Há algo de doce e silencioso no final de ano de uma escola. Mesmo quando alguns alunos não alcançam os objetivos e a retenção pesa como um suspiro inevitável, essa estação sempre parece coroar o que foi feito — o possível, o imperfeito, o humano. É como se, no fim, o trabalho insistisse em florescer apesar das condições que tentam contê-lo.
Em mais de vinte anos dedicados à educação, passei apenas cinco mergulhado no coração vivo da escola. O último ciclo — de 2021 a 2024 — continua reverberando em mim mesmo depois de encerrado, talvez porque ali eu tenha sido diretor, primeiro adjunto, depois geral, mas sobretudo aprendiz.
2021 foi um ano de desassossego. Minha ida para a escola acontecera como quem muda de caminho numa curva inesperada — após dezesseis anos na SME, senti que aquela escolha, embora minha, me chegava quase como uma convocação silenciosa. Carregava parte da carga horária ainda na Secretaria; por isso, a escola parecia provisória, uma casa de passagem. Só depois descobri que, embora parecesse temporária, ela me escolhera para ficar o tempo suficiente.

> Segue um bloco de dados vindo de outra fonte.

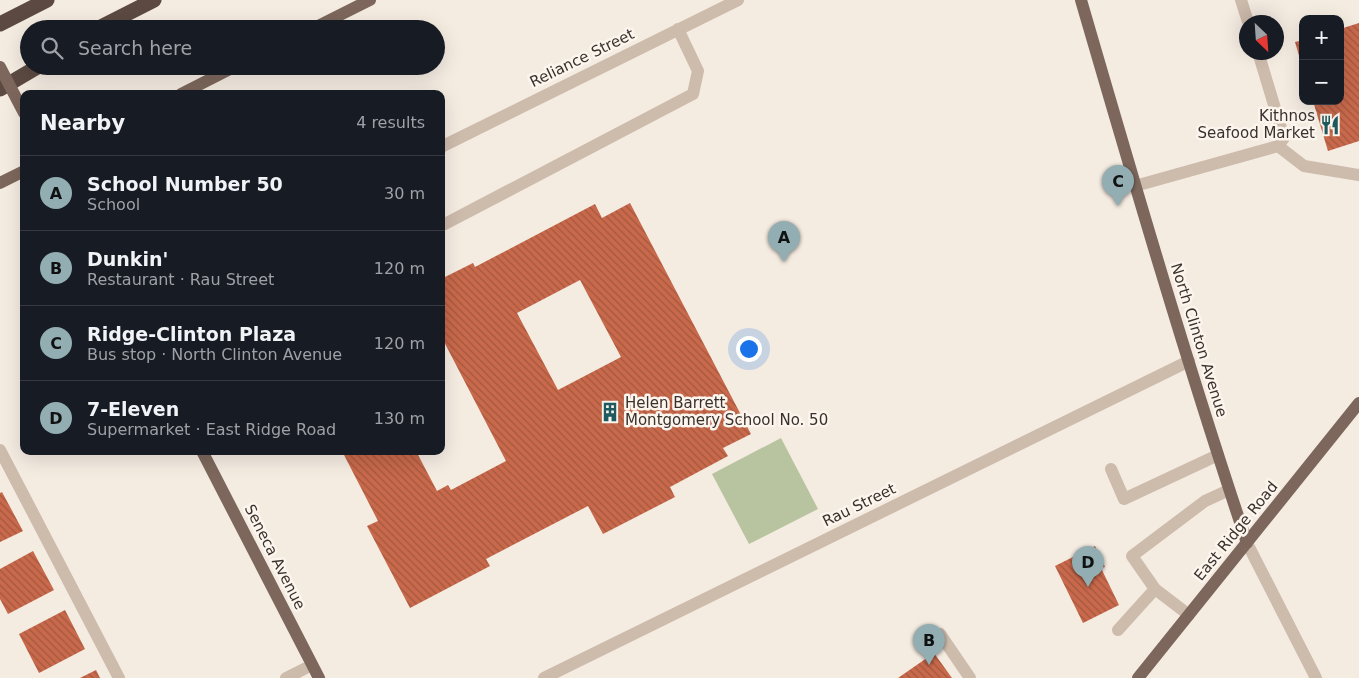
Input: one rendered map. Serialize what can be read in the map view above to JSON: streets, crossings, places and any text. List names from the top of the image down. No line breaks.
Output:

Assumi ao lado de um amigo que se tornara diretor geral. No início, fiz o que precisava ser feito, mais por obrigação do que por desejo. Mas a história tem o delicado hábito de surpreender: aos poucos, a escola me conquistou — primeiro pelos professores, depois pelas rotinas, e por fim, de forma definitiva, pelas crianças.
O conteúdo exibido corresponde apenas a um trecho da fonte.